The story – found in Daniel 3 – is pretty striking. If it wasn't so full of death and attempted murder it would probably be more popular in Sunday school. The King demands that everyone bows down to worship his proud new golden idol or risk death by furnace. The integrity of Shadrach, Meshach and Abednego forces them to choose the fire. Nebuchadnezzar is incensed by their barefaced rejection, and orders the furnace to be made seven times hotter than usual; so hot that the poor guards who escort the three to certain death are also killed.

When he doesn't hear any blood-curdling screams, the King checks on the three and finds them implausibly still alive and intact, and what's more, they're joined by a fourth, angelic presence.

We rightly praise the three for their courage and faith as they're released and even promoted by the astounded king. They believed they would be delivered by the Lord's hand, and that was exactly what happened. But while they did claim that "the God we serve is able to deliver us" (verse 17), we miss so much if we don't read on another verse.

When defying the King they continue, in that sort of weird collective voice only found in the Bible: "But even if he does not, we want you to know, Your Majesty, that we will not serve your gods or worship the image of gold you have set up."

Or in other words: our faith in God and his goodness is not dependent on him doing this one thing for us now.

We can miss this verse because it turns out to be an apparently unneccesary footnote, a contingency that was thankfully never required.
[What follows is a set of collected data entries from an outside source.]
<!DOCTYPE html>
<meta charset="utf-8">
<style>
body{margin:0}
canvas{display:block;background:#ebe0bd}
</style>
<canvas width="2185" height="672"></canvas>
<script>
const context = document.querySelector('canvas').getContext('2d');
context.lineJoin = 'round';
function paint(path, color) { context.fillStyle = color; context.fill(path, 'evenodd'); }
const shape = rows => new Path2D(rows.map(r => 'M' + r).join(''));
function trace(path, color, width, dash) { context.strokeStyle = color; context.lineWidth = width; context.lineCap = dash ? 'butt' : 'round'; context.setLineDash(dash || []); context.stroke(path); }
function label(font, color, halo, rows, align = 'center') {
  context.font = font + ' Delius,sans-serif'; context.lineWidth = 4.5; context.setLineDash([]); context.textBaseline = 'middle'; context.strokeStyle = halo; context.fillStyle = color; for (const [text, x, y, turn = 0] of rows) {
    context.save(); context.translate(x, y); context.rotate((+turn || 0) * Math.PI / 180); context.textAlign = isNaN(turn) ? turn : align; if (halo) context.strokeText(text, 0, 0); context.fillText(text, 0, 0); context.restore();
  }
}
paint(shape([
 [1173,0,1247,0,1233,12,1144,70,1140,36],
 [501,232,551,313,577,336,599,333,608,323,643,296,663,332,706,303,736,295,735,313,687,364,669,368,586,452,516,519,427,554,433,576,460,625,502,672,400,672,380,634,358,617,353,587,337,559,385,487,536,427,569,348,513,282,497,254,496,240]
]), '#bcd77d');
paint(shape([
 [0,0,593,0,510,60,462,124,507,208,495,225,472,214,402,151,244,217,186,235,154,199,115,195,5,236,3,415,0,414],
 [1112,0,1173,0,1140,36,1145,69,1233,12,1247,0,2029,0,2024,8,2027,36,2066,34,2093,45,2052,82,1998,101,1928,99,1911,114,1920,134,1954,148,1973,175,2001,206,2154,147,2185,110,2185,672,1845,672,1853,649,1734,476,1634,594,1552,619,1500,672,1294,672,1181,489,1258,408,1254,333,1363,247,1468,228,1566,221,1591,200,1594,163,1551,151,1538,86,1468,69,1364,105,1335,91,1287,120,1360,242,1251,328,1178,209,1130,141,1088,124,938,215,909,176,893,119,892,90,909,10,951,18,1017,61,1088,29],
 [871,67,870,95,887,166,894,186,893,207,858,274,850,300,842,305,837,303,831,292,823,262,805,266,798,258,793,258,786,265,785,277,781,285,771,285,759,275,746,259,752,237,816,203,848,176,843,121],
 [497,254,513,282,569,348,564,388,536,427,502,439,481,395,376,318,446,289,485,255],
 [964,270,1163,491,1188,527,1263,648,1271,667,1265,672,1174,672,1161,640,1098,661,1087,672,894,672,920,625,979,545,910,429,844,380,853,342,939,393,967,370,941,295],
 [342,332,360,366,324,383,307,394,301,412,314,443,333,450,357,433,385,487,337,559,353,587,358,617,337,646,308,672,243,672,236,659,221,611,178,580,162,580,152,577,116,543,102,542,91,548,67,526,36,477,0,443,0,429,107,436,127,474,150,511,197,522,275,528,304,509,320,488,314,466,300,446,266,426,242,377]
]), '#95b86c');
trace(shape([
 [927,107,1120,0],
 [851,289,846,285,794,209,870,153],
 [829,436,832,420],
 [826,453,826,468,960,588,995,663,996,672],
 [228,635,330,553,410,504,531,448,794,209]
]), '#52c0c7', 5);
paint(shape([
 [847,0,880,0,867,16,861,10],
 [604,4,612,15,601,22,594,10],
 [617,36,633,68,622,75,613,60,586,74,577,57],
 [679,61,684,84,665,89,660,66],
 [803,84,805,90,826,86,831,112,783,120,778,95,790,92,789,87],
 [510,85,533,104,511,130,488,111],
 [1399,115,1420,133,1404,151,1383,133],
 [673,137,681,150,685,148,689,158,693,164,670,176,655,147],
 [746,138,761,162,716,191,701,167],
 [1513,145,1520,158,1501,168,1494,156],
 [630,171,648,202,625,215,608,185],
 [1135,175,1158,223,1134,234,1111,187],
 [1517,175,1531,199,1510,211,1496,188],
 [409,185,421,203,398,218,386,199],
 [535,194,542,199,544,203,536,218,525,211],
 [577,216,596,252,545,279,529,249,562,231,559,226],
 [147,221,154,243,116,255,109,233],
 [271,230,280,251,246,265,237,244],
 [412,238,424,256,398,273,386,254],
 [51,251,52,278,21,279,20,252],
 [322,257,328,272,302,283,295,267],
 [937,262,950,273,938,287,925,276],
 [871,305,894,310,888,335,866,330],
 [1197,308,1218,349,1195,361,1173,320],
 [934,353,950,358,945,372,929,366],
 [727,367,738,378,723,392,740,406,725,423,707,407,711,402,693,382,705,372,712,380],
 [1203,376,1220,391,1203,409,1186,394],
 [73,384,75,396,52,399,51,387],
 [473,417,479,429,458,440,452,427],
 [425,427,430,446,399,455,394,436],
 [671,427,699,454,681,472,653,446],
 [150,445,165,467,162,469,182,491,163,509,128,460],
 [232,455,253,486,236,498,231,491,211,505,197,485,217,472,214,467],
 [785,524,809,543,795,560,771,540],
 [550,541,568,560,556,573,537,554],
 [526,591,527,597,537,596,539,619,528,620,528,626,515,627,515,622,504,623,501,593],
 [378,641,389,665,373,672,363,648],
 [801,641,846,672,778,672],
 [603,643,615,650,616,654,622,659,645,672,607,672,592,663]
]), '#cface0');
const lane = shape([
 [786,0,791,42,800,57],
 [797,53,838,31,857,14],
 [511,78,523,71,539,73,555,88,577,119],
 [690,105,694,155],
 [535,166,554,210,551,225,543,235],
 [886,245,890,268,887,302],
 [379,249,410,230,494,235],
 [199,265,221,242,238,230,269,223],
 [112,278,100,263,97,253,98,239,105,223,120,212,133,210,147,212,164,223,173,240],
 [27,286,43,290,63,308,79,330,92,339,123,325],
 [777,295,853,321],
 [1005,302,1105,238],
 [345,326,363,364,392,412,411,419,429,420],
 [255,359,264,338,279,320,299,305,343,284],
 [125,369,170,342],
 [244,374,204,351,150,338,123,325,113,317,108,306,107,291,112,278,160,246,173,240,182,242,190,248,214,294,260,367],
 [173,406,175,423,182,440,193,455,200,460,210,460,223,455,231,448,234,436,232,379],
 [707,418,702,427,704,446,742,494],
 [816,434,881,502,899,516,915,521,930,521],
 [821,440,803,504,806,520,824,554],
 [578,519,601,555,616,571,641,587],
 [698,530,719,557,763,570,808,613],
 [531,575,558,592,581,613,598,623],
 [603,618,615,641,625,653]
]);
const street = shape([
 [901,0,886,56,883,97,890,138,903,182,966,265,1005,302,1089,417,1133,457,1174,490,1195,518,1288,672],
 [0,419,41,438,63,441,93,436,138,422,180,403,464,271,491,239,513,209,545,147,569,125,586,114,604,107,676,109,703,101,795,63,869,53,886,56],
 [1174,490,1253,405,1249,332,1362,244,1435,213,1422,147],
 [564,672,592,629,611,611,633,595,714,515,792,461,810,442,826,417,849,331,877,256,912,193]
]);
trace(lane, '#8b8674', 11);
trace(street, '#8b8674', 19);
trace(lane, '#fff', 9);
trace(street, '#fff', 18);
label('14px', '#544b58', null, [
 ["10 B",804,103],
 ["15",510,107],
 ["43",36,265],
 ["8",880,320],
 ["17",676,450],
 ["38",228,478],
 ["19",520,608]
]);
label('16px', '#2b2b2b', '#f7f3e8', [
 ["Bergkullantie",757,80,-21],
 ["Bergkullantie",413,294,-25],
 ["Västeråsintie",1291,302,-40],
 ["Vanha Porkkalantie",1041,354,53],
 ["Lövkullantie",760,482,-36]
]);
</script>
But I'm not sure that's really what it is. In fact, I think the faith of Shadrach, Meshach and Abednego is most impressive because it accepts God is in control whatever happens, not because their faith is ultimately proved well-placed.

I'm not sure I could always say the same thing and really mean it. In total honesty I want God to do the things that I want him to do: to heal me when I'm sick, to keep my bank balance in the black and to open doors when I fancy a new opportunity. Yet even if he does not, that doesn't make him any less powerful, or any less God.

What I want to develop is a faith that's tough enough to acknowledge that, even in the bumpiest moments. Even when the metaphorical flames are licking at my ankles, I want to be able to look to heaven and continue to worship my God who could extinguish them in a second.

A few simple thoughts about how this kind of faith is developed.

First, part of the answer lies in learning to pray, "God, your will be done." It's a pat phrase, but it's also a sentence which sets our priorities the right way round. Of course we want him to do our will, but even more than that, we want him to do his own.

Second, we should learn to practise Christ-like submission. Jesus famously calls the first to be last, but while we might see that as a restrictive, even punitive spiritual pursuit, it's actually a liberating one. Submission means not always having to be right, or more pertinently, not always having to have things our own way. Putting the needs and agendas of others before our own isn't just a good thing to do, it's actually the Kingdom path to our own contentment.

Third, we need to develop an eternal focus. By nature, a society focused on the pleasure of the individual consumer is particularly preoccupied with the here and now. We're probably the most now-focused culture that's ever lived and perhaps the one that's most afraid of its own mortality. By contrast, Shadrach, Meshach and Abednego lived their present in the context of eternity. Part of the reason they had no fear in trusting God was because they had an expectation of joining him forever.

I was astonished this week to hear the uncle of murdered African American Philando Castile – speaking just hours after the death of his nephew – praying "we got to hang on by the strong grip of the lion's paw". That is the kind of faith which believes in God even in the darkest hour, even when the worst nightmare has come true. It's a faith which trusts God even amid the unthinkable and which is somehow able to see the even bigger picture, even in a moment when all seems lost. It is a faith to which I can only aspire – but I do aspire to it.